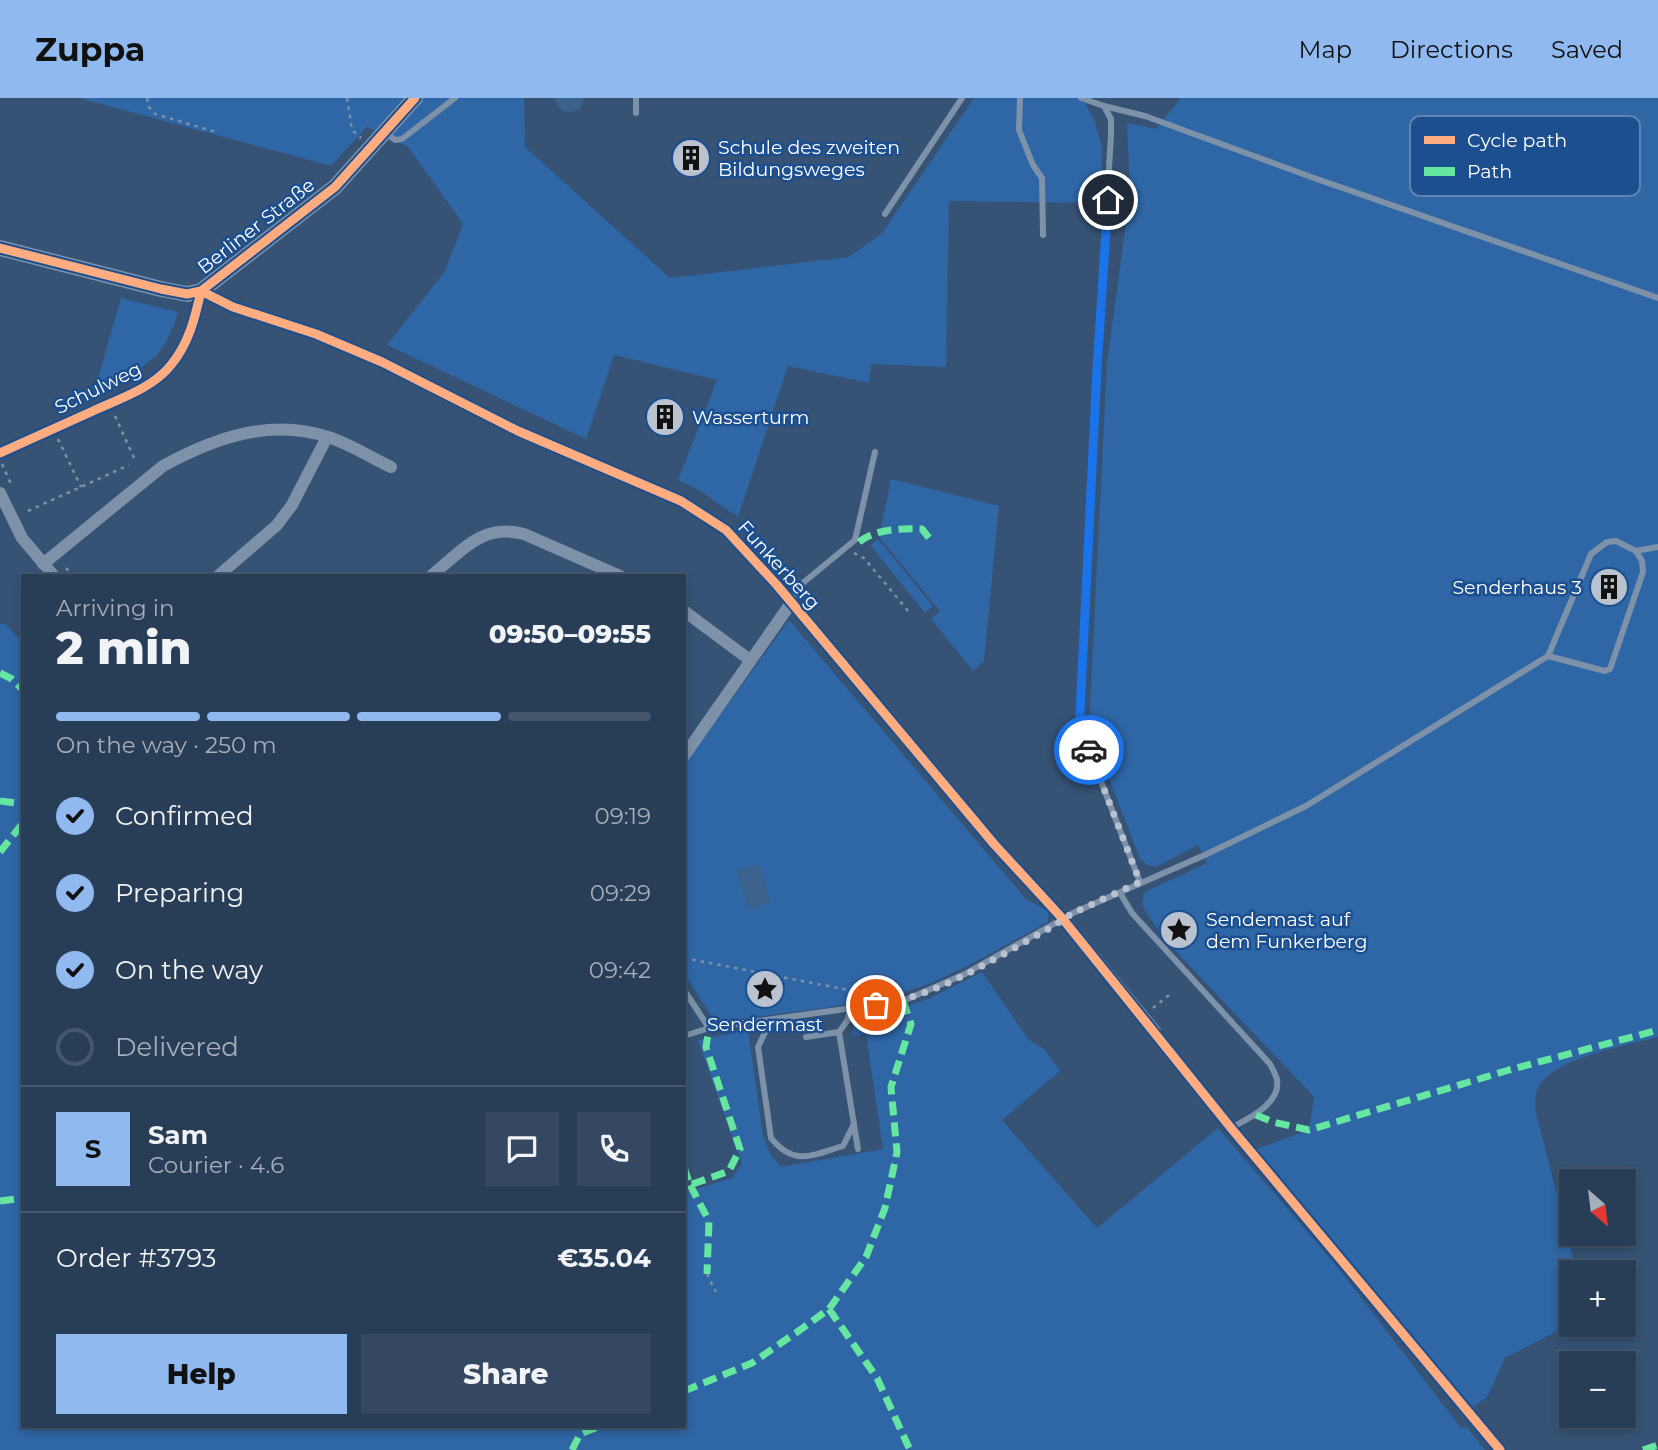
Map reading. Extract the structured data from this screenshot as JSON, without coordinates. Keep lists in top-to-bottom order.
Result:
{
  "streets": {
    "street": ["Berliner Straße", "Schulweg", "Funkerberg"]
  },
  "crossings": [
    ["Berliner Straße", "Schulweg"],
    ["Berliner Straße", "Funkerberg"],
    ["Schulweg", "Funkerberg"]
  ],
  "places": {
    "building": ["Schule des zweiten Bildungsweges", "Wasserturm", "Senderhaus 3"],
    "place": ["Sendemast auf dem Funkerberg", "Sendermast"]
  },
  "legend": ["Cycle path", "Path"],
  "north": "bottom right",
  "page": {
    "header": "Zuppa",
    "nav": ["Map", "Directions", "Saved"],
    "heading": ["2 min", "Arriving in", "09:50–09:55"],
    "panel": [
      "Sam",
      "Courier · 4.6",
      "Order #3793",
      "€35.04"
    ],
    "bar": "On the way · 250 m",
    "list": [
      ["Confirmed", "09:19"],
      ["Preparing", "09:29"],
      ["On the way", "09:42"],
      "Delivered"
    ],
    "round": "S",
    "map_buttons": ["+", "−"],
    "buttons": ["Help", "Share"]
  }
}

• **Assigned task**: Print every entry above again, exactly as written. Leave the images out.

• **Written solution**:
Map reading. Extract the structured data from this screenshot as JSON, without coordinates. Keep lists in top-to-bottom order.
Result:
{
  "streets": {
    "street": ["Berliner Straße", "Schulweg", "Funkerberg"]
  },
  "crossings": [
    ["Berliner Straße", "Schulweg"],
    ["Berliner Straße", "Funkerberg"],
    ["Schulweg", "Funkerberg"]
  ],
  "places": {
    "building": ["Schule des zweiten Bildungsweges", "Wasserturm", "Senderhaus 3"],
    "place": ["Sendemast auf dem Funkerberg", "Sendermast"]
  },
  "legend": ["Cycle path", "Path"],
  "north": "bottom right",
  "page": {
    "header": "Zuppa",
    "nav": ["Map", "Directions", "Saved"],
    "heading": ["2 min", "Arriving in", "09:50–09:55"],
    "panel": [
      "Sam",
      "Courier · 4.6",
      "Order #3793",
      "€35.04"
    ],
    "bar": "On the way · 250 m",
    "list": [
      ["Confirmed", "09:19"],
      ["Preparing", "09:29"],
      ["On the way", "09:42"],
      "Delivered"
    ],
    "round": "S",
    "map_buttons": ["+", "−"],
    "buttons": ["Help", "Share"]
  }
}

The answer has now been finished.